Material shown

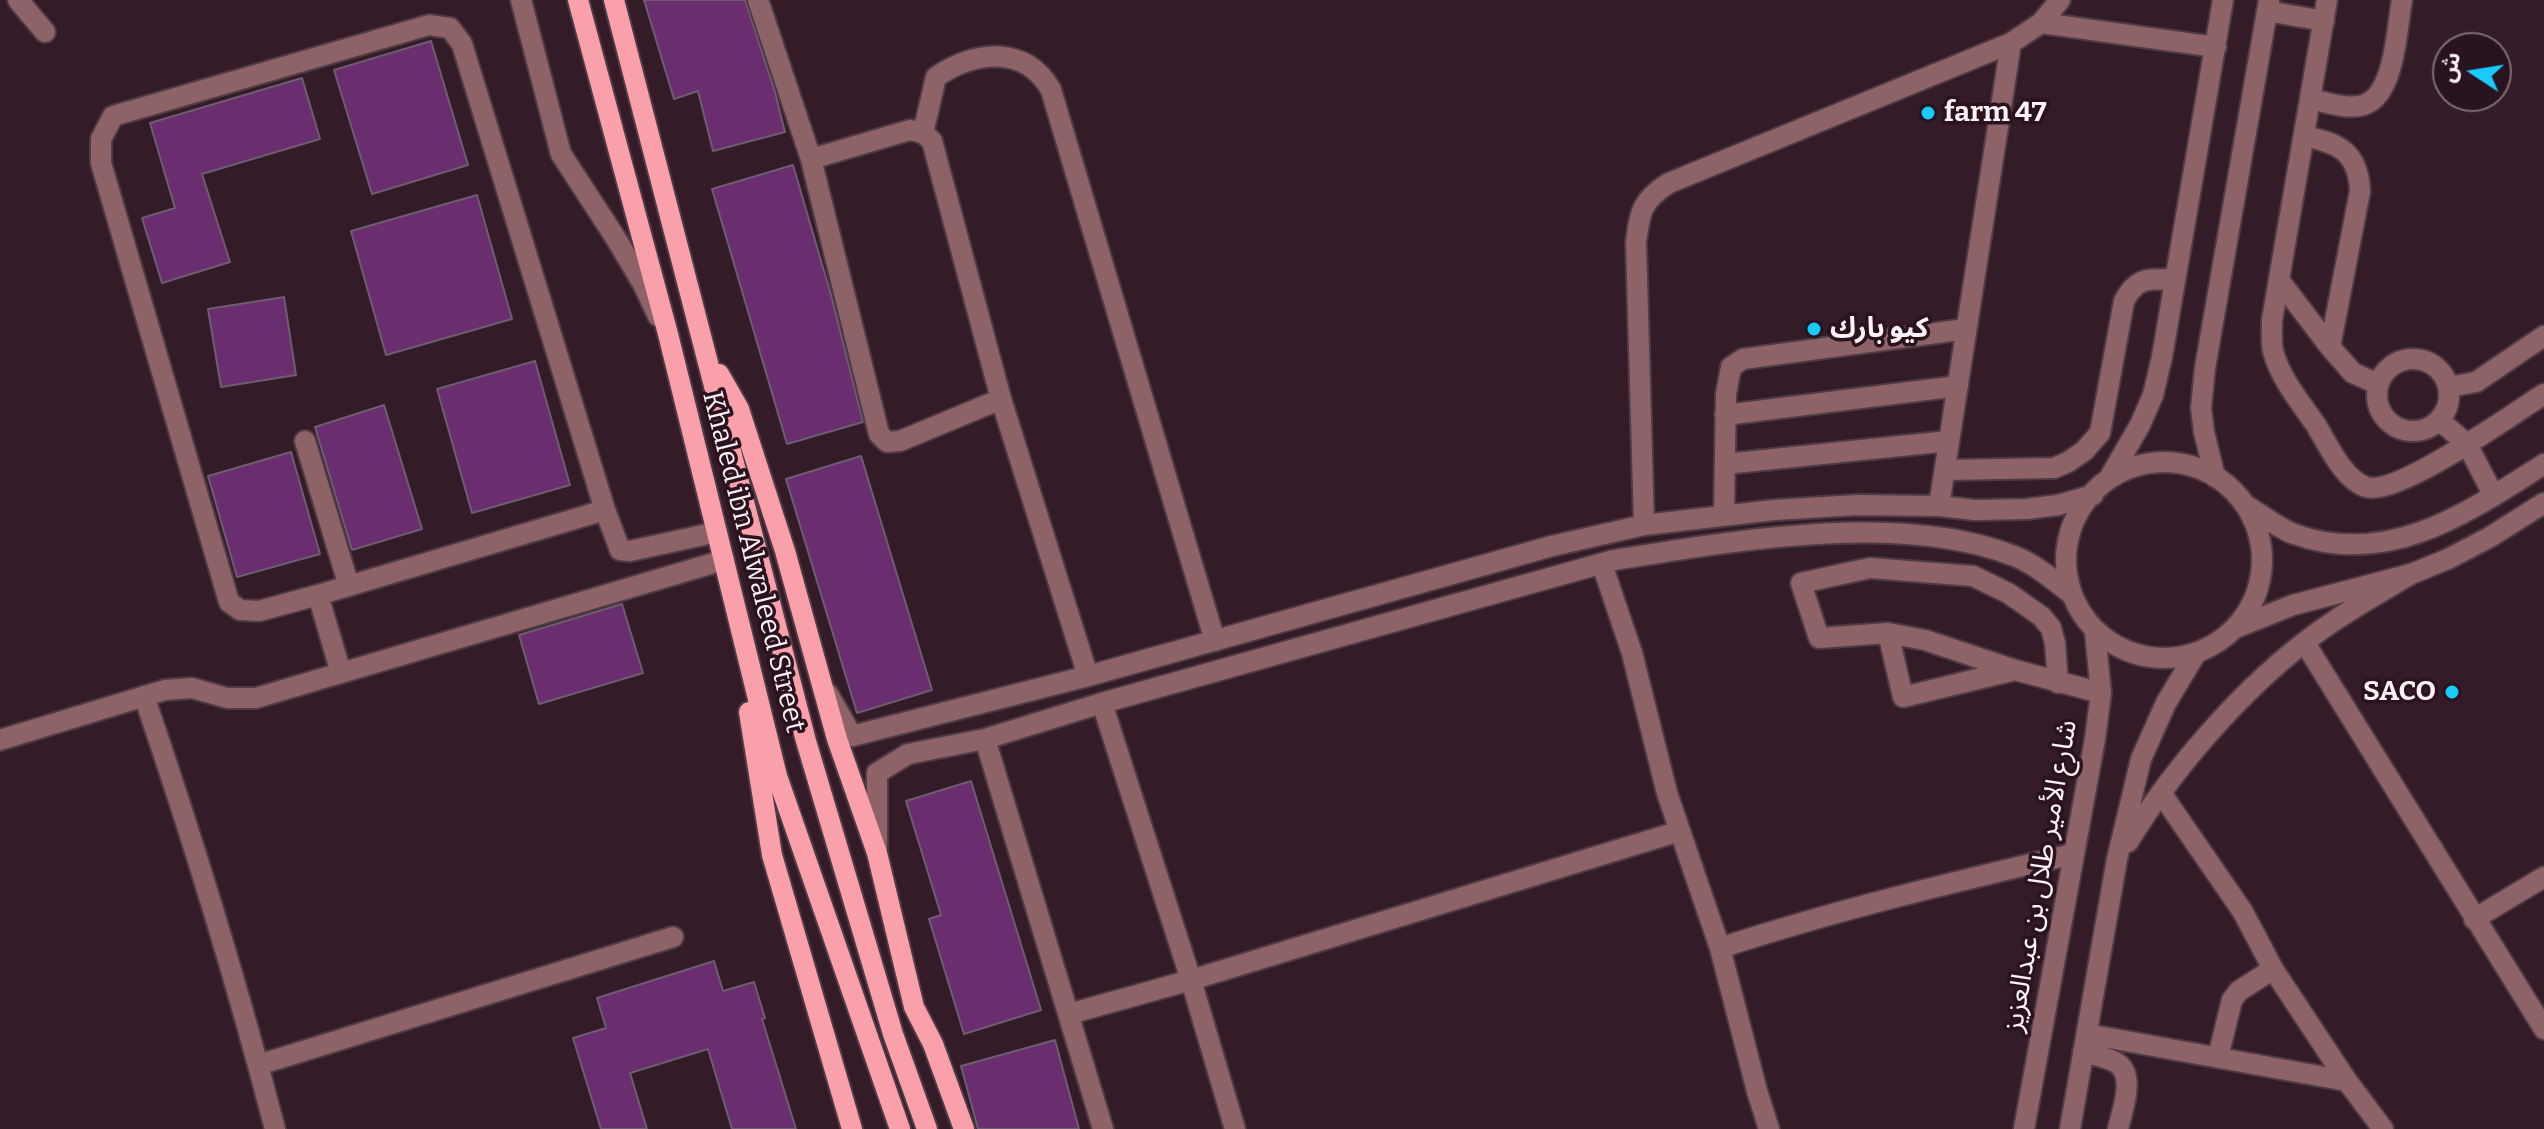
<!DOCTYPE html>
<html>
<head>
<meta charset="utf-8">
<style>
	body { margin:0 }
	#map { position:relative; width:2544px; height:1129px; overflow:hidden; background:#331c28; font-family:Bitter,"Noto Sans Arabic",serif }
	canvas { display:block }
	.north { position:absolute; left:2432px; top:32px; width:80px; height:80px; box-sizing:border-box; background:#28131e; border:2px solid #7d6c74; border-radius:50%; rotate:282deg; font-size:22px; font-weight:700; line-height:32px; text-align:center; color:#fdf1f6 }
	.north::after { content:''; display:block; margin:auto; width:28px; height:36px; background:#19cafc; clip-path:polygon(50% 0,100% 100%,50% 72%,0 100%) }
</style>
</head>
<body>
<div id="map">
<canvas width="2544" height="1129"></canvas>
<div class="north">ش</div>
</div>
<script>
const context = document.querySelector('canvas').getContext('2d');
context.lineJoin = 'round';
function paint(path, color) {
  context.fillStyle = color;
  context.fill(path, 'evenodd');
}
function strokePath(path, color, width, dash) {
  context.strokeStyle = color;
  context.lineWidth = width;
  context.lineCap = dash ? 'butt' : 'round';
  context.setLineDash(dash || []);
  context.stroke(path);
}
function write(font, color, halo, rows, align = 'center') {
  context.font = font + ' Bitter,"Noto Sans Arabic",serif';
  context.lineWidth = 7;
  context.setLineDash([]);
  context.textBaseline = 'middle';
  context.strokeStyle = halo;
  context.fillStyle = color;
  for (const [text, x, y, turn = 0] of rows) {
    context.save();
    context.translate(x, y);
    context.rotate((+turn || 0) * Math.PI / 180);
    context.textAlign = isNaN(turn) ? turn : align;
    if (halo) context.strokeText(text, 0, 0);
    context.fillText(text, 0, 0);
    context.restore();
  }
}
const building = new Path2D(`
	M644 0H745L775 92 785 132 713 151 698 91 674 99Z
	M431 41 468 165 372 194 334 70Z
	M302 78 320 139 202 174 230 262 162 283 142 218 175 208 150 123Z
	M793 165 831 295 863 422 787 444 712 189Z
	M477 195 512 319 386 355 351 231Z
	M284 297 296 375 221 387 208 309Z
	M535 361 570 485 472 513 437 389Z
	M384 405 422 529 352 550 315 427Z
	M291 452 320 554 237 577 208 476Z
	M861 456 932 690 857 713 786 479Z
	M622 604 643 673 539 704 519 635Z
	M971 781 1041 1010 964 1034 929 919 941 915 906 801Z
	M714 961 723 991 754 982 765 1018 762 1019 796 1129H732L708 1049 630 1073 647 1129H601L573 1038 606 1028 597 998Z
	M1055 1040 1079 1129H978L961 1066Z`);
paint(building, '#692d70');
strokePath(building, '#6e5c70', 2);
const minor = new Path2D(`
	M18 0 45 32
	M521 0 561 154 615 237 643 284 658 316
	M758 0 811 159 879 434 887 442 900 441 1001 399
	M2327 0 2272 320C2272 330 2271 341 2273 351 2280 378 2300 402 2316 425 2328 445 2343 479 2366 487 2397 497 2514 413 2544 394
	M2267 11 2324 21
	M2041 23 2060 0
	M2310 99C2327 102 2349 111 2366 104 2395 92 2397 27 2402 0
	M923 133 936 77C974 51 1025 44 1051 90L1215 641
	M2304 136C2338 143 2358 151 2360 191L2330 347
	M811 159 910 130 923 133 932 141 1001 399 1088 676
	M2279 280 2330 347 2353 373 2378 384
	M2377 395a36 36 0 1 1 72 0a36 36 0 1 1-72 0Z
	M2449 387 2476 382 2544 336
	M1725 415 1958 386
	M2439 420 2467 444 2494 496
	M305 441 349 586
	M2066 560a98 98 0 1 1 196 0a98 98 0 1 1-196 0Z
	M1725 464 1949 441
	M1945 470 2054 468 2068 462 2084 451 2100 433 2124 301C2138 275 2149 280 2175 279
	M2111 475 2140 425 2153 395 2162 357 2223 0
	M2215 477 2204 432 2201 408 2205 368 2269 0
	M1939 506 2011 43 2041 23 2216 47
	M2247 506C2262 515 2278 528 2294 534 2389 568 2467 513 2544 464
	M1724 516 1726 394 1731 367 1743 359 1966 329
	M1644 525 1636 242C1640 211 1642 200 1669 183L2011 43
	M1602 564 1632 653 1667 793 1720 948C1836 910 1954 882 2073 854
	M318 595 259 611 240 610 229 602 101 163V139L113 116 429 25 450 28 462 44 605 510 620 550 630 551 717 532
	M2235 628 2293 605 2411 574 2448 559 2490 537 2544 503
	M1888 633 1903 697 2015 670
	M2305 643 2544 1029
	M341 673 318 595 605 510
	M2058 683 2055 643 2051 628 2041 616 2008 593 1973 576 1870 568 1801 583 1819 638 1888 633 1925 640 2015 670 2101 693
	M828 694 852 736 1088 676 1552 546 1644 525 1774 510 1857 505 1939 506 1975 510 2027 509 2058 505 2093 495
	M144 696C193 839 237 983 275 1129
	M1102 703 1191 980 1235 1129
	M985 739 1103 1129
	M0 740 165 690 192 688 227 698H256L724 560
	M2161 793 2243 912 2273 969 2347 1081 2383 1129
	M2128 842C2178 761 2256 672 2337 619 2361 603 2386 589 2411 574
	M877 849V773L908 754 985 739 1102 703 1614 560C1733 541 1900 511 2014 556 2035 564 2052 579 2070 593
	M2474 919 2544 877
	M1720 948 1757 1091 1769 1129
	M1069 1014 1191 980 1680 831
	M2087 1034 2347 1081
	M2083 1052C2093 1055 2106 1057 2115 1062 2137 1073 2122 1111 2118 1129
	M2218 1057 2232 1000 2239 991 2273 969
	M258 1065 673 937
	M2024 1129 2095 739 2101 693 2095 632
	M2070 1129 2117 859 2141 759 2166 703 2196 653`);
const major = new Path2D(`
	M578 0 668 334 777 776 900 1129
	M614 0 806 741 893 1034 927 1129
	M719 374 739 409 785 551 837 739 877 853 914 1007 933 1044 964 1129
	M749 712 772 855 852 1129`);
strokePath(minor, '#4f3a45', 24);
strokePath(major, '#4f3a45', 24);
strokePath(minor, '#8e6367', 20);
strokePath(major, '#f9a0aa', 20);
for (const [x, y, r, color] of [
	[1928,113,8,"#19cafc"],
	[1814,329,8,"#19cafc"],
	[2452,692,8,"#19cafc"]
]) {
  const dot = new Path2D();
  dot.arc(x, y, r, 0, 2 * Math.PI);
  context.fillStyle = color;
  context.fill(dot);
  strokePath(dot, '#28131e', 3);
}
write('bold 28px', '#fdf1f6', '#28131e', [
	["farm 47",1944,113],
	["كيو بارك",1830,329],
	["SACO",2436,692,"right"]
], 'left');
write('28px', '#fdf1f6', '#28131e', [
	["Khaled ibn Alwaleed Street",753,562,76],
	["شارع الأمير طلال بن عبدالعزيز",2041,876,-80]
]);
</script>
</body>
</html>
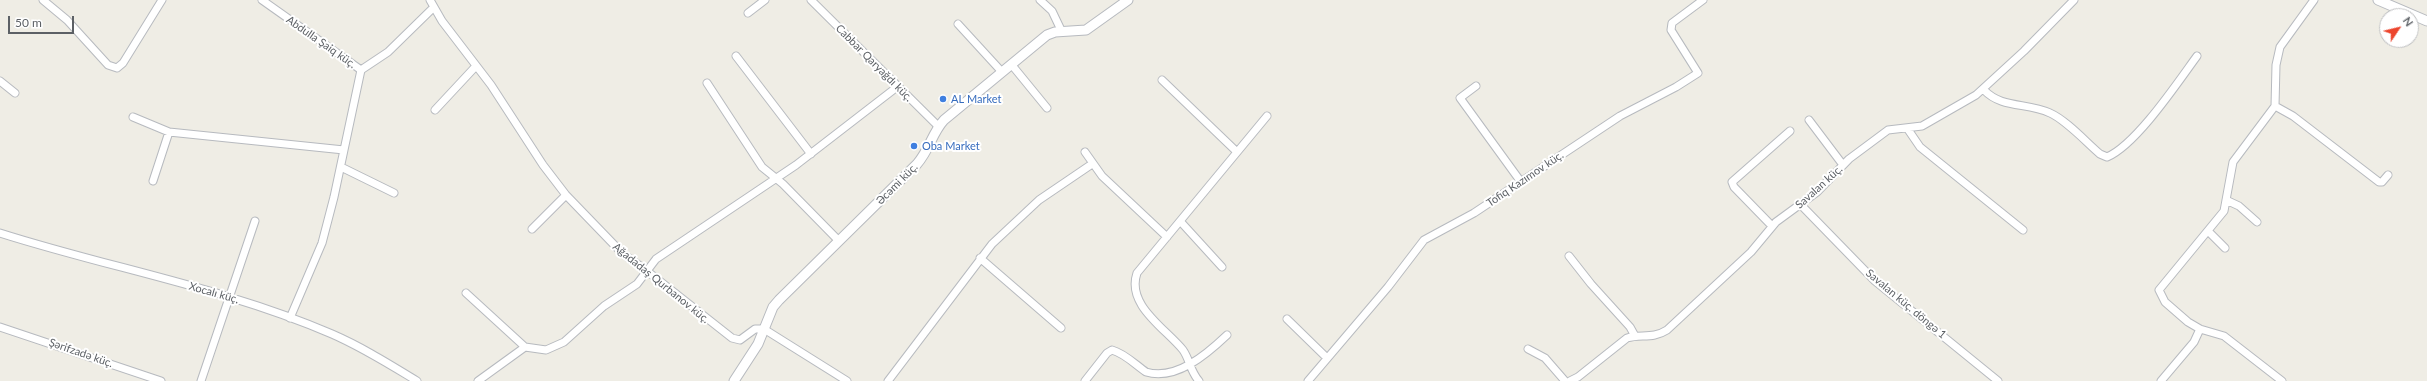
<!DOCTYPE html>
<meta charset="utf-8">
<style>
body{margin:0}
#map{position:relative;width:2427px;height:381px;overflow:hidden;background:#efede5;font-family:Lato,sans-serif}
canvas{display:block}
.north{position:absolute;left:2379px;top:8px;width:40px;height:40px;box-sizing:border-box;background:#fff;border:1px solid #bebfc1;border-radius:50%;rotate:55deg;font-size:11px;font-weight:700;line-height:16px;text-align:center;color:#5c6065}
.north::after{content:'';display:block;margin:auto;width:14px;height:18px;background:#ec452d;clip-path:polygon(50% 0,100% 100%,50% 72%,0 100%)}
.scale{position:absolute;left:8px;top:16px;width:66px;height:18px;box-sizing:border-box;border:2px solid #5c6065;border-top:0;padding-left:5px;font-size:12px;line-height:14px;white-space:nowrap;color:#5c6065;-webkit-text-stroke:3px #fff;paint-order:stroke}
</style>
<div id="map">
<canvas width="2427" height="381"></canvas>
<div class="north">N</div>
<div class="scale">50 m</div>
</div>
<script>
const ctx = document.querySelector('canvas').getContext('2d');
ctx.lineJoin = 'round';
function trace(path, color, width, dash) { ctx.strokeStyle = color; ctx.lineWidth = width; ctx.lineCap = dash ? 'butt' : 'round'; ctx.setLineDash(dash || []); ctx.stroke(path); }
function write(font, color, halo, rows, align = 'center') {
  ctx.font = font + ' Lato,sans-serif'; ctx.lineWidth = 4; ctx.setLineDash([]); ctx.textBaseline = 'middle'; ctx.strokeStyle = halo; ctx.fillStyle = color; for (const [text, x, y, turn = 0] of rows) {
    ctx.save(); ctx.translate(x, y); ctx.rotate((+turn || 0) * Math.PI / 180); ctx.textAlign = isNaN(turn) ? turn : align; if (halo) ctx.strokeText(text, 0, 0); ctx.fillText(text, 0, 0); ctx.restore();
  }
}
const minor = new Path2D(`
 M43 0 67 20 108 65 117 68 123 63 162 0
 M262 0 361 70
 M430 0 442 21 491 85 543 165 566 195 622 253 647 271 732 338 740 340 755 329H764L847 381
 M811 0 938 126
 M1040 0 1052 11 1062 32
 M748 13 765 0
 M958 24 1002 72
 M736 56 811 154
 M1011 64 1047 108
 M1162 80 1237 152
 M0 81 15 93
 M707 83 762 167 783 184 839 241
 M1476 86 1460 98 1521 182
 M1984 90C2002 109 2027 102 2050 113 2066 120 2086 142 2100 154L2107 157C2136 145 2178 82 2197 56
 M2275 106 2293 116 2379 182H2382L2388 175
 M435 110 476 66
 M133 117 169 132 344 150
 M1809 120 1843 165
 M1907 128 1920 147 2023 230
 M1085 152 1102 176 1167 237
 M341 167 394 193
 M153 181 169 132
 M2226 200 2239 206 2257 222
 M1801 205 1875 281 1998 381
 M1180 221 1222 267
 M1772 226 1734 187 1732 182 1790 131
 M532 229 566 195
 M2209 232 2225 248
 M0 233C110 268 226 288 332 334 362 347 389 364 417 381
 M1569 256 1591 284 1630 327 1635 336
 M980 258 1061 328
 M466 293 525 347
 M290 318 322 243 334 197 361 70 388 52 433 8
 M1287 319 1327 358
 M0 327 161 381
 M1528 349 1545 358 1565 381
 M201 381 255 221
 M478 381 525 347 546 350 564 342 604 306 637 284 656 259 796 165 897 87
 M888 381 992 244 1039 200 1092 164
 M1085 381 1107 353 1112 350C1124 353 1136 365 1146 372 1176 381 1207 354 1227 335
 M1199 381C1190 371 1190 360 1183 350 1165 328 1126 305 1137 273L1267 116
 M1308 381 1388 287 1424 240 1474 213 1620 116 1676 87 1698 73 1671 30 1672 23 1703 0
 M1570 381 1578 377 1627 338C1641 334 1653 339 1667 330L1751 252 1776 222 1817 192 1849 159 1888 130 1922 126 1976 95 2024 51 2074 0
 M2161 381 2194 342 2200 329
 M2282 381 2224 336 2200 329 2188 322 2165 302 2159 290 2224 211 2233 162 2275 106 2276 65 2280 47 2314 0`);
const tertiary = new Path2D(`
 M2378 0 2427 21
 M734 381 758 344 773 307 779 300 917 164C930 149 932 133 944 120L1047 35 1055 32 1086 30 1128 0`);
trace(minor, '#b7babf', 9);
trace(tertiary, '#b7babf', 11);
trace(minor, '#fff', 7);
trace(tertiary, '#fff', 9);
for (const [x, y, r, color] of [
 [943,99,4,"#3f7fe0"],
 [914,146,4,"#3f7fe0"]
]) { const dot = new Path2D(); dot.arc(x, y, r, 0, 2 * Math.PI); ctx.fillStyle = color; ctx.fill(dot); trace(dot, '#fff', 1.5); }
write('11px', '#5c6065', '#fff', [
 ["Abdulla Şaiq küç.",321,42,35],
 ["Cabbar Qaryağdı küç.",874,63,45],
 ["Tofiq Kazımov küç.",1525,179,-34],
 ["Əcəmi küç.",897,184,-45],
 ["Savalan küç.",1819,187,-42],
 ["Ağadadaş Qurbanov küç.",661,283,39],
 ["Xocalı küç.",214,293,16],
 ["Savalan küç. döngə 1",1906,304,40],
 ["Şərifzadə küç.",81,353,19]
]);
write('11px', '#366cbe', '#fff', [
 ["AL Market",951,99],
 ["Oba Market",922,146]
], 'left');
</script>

Assignment
In the entries above, which lines hold the word "html"? Copy them out.

Your solution
<!DOCTYPE html>
<html>
</html>
<!DOCTYPE html>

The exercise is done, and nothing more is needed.